For the Respondents : Nemo
Dates of hearing : 16.05.2024
Date of announcement : 16.05.2024
ORDER
Agha Faisal, J. Present petition assails an interlocutory order for interim maintenance allowance dated 17.02.2024, rendered by the Civil Judge & Family Judge-II, Dokri in Family Suit No.01 of 2024.
The pleadings were perused to ascertain as to how such interlocutory orders could be assailed in the writ jurisdiction of this Court; however, nothing could be discerned therefrom.
The Supreme Court has maintained in Gul Taiz Khan Marwat[1] that an appeal is a creation of statute and in the absence of any such remedy being provided none can be presumed. The Court is unaware of any appellate forum having been designated for the order impugned. Notwithstanding the foregoing, lack of any provision of appeal or such a remedy becoming time barred gives no automatic occasion to prefer a writ petition.
If a statute does not provide any right of appeal against an interim order, then the law ought not to be circumvented by resort to writ jurisdiction. An aggrieved person party may wait till final judgment and then approach the appellate forum for examining the validity of the said order[2]. It is trite law that interlocutory orders may not be ordinarily assailed to obtain fragmentary decisions, as it tends to harm the advancement of fair play and justice, curtailing remedies available under the law; even reducing the right to Appeal[3]. The law[4] requires that where the fora of subordinate jurisdiction had exercised its discretion in one way and that discretion had been judicially exercised on sound principles the supervisory forum would not interfere with that discretion, unless same was contrary to law or usage having the force of law. Unmerited interference could make the High Court's jurisdiction indistinguishable from that exercisable in a full‑fledged appeal, which prima facie is not the mandate of the Constitution[5].
This Court has recently disapproved of resort to writ jurisdiction to assail interlocutory / interim orders of subordinate for a (especially in family matters), in the Atiya Abdul Karim case[6], therefore, in mutatis mutandis application of the reasoning and ratio illumined in conjunction with the deliberation supra, this petition is found to be misconceived, hence, dismissed with listed applications.
Judge
[1] Per Ijaz ul Ahsan J in Gul Taiz Khan Marwat vs. Registrar Peshawar High Court reported as PLD 2021 Supreme Court 391.

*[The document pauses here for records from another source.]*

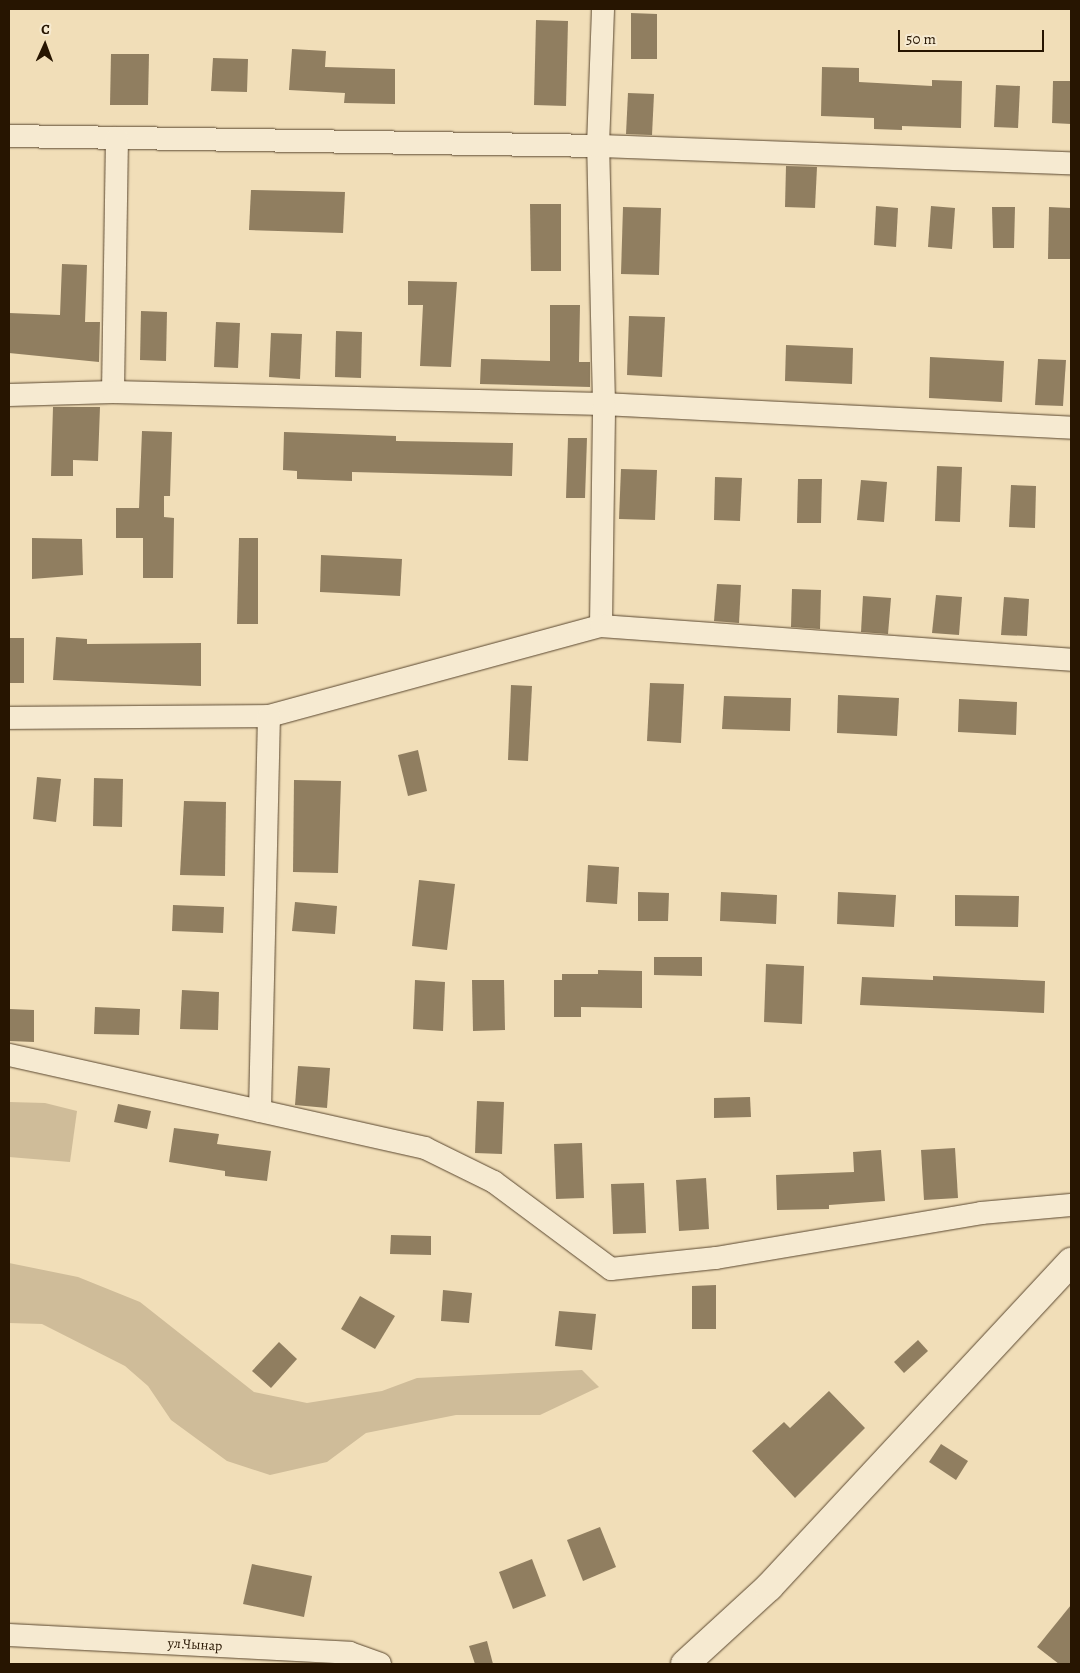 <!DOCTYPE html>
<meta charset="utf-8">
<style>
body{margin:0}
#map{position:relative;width:1080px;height:1673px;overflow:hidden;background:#f1deb8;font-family:Alegreya,serif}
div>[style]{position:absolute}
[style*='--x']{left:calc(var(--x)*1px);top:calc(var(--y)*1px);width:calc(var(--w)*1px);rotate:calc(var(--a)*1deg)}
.green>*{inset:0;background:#cfbc99}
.building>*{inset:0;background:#907e60}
.roads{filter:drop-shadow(0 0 1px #5a472f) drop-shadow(0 0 1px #5a472f)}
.street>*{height:22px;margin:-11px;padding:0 11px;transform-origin:11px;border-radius:11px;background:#f6ead1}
.secondary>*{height:28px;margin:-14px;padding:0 14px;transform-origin:14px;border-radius:14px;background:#f6ead1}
span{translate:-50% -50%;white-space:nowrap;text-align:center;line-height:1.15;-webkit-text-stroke:4px #f6ead1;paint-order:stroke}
.street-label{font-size:14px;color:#271501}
.frame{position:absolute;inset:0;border:10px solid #271501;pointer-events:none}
.north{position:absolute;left:20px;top:20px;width:50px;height:50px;-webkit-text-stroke:4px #f6ead1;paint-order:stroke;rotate:2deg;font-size:14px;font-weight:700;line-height:20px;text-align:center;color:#271501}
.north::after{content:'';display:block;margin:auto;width:18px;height:22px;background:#271501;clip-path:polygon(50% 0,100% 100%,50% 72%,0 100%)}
.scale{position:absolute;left:898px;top:30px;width:146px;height:22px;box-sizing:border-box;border:2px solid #271501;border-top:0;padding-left:6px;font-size:15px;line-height:18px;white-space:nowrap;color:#271501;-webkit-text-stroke:4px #f6ead1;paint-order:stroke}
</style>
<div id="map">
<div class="green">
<i style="clip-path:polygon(9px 1102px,45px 1103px,77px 1111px,70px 1162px,9px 1157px)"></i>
<i style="clip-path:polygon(9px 1263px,78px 1277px,140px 1302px,254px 1392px,307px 1403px,382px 1391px,417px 1378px,582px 1370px,599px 1387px,540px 1415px,456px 1415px,366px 1433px,327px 1462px,270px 1475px,227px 1461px,171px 1420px,148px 1386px,125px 1366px,42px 1324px,9px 1323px)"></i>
</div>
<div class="building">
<i style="clip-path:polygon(631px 13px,657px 14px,657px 59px,631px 59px)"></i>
<i style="clip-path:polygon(536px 20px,568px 21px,566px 106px,534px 105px)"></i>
<i style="clip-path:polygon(292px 49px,326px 51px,325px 67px,395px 69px,395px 104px,344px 103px,345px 93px,289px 90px)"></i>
<i style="clip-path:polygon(111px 54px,149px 54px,148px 105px,110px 105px)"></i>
<i style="clip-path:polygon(213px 58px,248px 59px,247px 92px,211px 91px)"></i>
<i style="clip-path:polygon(822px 67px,859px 68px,859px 82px,932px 86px,932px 80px,962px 81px,961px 128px,902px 126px,902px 130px,874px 129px,874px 118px,821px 116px)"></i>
<i style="clip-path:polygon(1053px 81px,1071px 81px,1071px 124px,1052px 123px)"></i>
<i style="clip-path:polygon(996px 85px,1020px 86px,1018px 128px,994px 127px)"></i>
<i style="clip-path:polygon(628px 93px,654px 94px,652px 135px,626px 134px)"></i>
<i style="clip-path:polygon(786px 166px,817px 167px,815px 208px,785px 207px)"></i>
<i style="clip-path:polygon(251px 190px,345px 192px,343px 233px,249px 230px)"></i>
<i style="clip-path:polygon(530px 204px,561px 204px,561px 271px,531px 271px)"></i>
<i style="clip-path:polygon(876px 206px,898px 208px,896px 247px,874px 245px)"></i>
<i style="clip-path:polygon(931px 206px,955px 208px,952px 249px,928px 247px)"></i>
<i style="clip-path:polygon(623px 207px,661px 208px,659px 275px,621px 274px)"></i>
<i style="clip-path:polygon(992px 207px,1015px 207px,1014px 248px,993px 248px)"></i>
<i style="clip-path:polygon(1049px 207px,1071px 208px,1071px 259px,1048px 259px)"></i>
<i style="clip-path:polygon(62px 264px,87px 265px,85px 322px,100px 322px,99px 362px,9px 353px,9px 313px,60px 315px)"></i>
<i style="clip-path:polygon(408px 281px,457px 282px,451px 367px,420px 366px,423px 305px,408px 305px)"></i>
<i style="clip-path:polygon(550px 305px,580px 305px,579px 362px,590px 362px,590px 387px,480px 384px,481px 359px,550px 361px)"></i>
<i style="clip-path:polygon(141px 311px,167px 312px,166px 361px,140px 360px)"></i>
<i style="clip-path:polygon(629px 316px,665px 317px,662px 377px,627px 375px)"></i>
<i style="clip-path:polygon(216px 322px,240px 323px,238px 368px,214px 367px)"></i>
<i style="clip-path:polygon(336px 331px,362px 332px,361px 378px,335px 377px)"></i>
<i style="clip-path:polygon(271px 333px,302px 334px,300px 379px,269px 377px)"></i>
<i style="clip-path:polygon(786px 345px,853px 348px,852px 384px,785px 381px)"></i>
<i style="clip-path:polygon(930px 357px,1004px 361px,1002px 402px,929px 398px)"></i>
<i style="clip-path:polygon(1038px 359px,1066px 360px,1063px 406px,1035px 405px)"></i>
<i style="clip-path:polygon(53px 407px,100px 407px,98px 461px,73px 460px,73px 476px,51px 476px)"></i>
<i style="clip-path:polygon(142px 431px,172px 432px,170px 496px,164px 496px,164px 517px,174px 518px,173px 578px,143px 578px,143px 538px,116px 538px,116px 508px,139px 508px)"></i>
<i style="clip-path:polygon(284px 432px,396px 436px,396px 441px,513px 443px,512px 476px,352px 472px,352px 481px,297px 479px,297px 471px,283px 470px)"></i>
<i style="clip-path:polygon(568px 438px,587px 438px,585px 498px,566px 498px)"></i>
<i style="clip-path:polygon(937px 466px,962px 467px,960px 522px,935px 521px)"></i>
<i style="clip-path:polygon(621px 469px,657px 470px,655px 520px,619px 519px)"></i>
<i style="clip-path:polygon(715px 477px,742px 478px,740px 521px,714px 520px)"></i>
<i style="clip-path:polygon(798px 479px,822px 479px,821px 523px,797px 523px)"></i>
<i style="clip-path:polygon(861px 480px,887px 482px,884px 522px,857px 520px)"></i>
<i style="clip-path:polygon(1011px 485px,1036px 486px,1035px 528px,1009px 527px)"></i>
<i style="clip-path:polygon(32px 538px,82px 539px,83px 575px,32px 579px)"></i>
<i style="clip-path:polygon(239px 538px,258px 538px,258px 624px,237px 624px)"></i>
<i style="clip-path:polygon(321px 555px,402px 559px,400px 596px,320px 592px)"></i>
<i style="clip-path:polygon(717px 584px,741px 585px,739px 623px,714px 621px)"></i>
<i style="clip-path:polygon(792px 589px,821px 590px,820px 629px,791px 627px)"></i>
<i style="clip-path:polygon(936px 595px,962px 597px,959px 635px,932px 633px)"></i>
<i style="clip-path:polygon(863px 596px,891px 598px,888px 634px,861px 632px)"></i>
<i style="clip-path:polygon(1004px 597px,1029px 599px,1027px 636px,1001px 635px)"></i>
<i style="clip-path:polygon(56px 637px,87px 639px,87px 644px,201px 643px,201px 686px,53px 680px)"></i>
<i style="clip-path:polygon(9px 638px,24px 638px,24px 683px,9px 683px)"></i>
<i style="clip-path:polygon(650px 683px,684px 684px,681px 743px,647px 741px)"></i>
<i style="clip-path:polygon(511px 685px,532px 686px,528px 761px,508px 760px)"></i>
<i style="clip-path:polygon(838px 695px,899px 698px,897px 736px,837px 733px)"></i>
<i style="clip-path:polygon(724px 696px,791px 698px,790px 731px,722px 729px)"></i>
<i style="clip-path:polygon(959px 699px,1017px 702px,1016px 735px,958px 732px)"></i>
<i style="clip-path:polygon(418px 750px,427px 791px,408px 796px,398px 755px)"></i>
<i style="clip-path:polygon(37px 777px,61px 779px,56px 822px,33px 819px)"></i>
<i style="clip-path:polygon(94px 778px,123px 779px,122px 827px,93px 826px)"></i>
<i style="clip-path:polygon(294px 780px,341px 781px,338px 873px,293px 872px)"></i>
<i style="clip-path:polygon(184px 801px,226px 802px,225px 876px,180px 875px)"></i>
<i style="clip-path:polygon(588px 865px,619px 867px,617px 904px,586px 902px)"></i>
<i style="clip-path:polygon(419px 880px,455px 884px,447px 950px,412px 946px)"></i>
<i style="clip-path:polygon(638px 892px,669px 893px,668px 921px,638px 921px)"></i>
<i style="clip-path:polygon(721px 892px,777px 895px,776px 924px,720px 921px)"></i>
<i style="clip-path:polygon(838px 892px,896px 895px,894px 927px,837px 924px)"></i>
<i style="clip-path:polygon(955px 895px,1019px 896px,1018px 927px,955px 926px)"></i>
<i style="clip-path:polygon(295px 902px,337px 906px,335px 934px,292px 931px)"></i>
<i style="clip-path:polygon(173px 905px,224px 907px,223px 933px,172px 931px)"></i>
<i style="clip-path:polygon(654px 957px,702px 957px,702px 976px,654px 975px)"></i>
<i style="clip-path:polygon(766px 964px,804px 966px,802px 1024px,764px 1022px)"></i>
<i style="clip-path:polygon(598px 970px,642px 971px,642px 1008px,581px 1007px,581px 1017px,554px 1017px,554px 980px,562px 980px,562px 974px,598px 974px)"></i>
<i style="clip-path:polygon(933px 976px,1045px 981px,1044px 1013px,860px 1005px,862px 977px,933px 980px)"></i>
<i style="clip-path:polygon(415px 980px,445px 982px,443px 1031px,413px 1029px)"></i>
<i style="clip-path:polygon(472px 980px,504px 980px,505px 1030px,473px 1031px)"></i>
<i style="clip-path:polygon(182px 990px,219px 992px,218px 1030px,180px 1029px)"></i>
<i style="clip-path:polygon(95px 1007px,140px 1009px,139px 1035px,94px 1034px)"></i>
<i style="clip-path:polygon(9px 1009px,34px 1010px,34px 1042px,9px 1041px)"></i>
<i style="clip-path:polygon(298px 1066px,330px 1068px,327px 1108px,295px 1105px)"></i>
<i style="clip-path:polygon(750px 1097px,751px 1117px,714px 1118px,714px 1098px)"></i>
<i style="clip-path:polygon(477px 1101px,504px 1102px,502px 1154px,475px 1153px)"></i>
<i style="clip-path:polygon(118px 1104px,151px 1111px,147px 1129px,114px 1122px)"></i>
<i style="clip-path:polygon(174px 1128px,219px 1134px,217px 1144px,271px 1151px,267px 1181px,225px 1176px,225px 1171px,169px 1162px)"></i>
<i style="clip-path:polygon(582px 1143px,584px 1198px,556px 1199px,554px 1144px)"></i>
<i style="clip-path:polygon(955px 1148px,958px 1198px,924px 1200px,921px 1150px)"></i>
<i style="clip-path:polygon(881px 1150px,885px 1201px,829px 1205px,829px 1209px,777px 1210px,776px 1175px,854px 1172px,853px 1152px)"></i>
<i style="clip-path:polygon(706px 1178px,709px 1229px,679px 1231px,676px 1180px)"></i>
<i style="clip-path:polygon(644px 1183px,646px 1233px,613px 1234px,611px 1184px)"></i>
<i style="clip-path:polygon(391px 1235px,431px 1236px,431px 1255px,390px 1254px)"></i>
<i style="clip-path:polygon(716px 1285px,716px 1329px,692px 1329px,692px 1286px)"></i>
<i style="clip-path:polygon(443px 1290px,472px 1293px,469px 1323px,441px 1321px)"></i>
<i style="clip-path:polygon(360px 1296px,395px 1316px,375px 1349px,341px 1329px)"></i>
<i style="clip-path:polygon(559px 1311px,596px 1314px,592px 1350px,555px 1346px)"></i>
<i style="clip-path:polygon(918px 1340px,928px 1351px,904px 1373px,894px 1362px)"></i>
<i style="clip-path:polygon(279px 1342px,297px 1359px,271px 1388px,252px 1371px)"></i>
<i style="clip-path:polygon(829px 1391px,865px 1428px,795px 1498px,752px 1451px,784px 1422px,790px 1428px)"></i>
<i style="clip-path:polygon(941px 1444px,968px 1461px,956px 1480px,929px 1462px)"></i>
<i style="clip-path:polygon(600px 1527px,616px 1567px,583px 1581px,567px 1540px)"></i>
<i style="clip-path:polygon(532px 1559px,546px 1596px,513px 1609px,499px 1572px)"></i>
<i style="clip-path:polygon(252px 1564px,312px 1576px,304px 1617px,243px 1604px)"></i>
<i style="clip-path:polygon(1071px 1605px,1071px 1664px,1059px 1664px,1037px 1647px)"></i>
<i style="clip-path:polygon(487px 1641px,493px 1664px,475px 1664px,469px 1646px)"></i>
</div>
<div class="roads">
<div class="street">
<i style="--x:9;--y:136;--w:589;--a:0.97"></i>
<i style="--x:598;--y:146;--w:473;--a:2.1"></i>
<i style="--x:113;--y:392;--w:254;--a:-89.1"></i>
<i style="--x:9;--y:395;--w:104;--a:-1.7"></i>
<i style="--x:113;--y:392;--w:491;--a:1.4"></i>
<i style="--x:604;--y:404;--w:468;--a:2.9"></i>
<i style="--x:601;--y:626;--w:222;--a:-89.2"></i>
<i style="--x:604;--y:404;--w:258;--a:-91.3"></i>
<i style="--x:598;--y:146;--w:137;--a:-87.9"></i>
<i style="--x:9;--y:718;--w:260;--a:-0.4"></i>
<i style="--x:269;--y:716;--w:344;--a:-15.2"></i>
<i style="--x:601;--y:626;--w:471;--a:4.1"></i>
<i style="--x:9;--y:1055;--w:426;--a:12.6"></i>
<i style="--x:425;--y:1148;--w:77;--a:26.2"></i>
<i style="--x:494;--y:1182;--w:146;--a:36.6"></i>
<i style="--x:611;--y:1269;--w:106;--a:-6"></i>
<i style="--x:716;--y:1258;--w:269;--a:-9.6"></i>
<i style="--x:981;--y:1213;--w:90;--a:-5.1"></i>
<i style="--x:260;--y:1111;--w:395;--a:-88.7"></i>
<i style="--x:9;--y:1635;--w:341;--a:3"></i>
<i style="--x:350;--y:1653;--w:32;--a:20"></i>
</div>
<div class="secondary">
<i style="--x:685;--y:1664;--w:114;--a:-42.5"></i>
<i style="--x:769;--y:1587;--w:444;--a:-47.1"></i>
</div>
</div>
<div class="street-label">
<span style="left:195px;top:1645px;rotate:3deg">ул.Чынар</span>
</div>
<div class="frame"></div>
<div class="north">С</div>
<div class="scale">50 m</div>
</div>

[2] Saghir Ahmad Naqvi vs. Province of Sindh reported as 1996 SCMR 1165.
[3] Benazir Bhutto vs. The State reported as 1999 SCMR 1447; Mushtaq Hussain vs. The State reported as 1991 SCMR 2136.
[4] Per Faqir Muhammad Khokhar J. in Naheed Nusrat Hashmi vs. Secretary Education (Elementary) Punjab reported as PLD 2006 Supreme Court 1124; Naseer Ahmed Siddiqui vs. Aftab Alam reported as PLD 2013 Supreme Court 323.
[5] Muhammad Hussain Munir vs. Sikandar reported as PLD 1974 SC 139.
[6] Per Muhammad Junaid Ghaffar J in Atiya Abdul Karim vs. Sadiq Ali Khawaja – Judgment dated 23.10.2023 in CP S 862 of 2023.